• [EXERCISE AIM]:
Say how many lines in the material below contain the word "House", giving the number alone.

• [INPUT MATERIAL]:

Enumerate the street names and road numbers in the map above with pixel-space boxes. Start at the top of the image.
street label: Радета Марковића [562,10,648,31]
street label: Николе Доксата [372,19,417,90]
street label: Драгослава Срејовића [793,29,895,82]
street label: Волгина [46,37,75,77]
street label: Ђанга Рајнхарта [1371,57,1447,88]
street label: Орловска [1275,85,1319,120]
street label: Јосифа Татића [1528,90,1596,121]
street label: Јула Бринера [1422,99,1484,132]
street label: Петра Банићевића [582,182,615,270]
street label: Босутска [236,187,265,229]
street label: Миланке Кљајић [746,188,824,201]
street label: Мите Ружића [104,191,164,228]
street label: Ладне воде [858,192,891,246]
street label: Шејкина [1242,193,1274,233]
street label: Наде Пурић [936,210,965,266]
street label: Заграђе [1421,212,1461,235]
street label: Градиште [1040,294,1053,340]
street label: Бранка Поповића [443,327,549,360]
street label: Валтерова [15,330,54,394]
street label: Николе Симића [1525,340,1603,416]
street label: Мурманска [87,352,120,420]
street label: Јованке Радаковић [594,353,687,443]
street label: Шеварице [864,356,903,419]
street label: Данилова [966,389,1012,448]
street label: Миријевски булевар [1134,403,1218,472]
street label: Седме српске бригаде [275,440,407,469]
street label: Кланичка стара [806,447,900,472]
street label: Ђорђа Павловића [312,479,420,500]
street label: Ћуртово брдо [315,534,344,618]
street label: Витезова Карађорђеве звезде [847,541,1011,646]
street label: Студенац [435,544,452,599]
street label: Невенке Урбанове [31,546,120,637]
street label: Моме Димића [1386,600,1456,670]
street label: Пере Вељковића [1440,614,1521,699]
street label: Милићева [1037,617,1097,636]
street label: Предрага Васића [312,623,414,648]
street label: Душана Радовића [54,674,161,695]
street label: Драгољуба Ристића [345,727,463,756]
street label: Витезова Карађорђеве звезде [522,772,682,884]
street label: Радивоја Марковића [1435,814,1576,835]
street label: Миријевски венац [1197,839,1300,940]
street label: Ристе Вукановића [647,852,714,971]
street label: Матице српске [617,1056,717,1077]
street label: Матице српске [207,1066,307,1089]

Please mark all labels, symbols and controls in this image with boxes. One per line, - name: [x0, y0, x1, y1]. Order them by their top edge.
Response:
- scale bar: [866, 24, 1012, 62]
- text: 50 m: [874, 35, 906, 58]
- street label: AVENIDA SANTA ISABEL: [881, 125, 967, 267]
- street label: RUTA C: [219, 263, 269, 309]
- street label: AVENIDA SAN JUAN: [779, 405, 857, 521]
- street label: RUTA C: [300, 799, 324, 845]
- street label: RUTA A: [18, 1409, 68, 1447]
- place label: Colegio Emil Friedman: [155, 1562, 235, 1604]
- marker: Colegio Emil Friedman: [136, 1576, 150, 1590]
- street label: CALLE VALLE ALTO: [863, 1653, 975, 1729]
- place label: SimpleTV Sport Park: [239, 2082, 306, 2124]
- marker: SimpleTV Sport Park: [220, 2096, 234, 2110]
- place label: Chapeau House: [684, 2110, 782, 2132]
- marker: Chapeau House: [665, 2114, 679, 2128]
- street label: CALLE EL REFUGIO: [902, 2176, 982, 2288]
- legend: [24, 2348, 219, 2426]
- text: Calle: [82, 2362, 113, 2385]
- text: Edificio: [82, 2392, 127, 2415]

• [COMPLETED TASK]:
2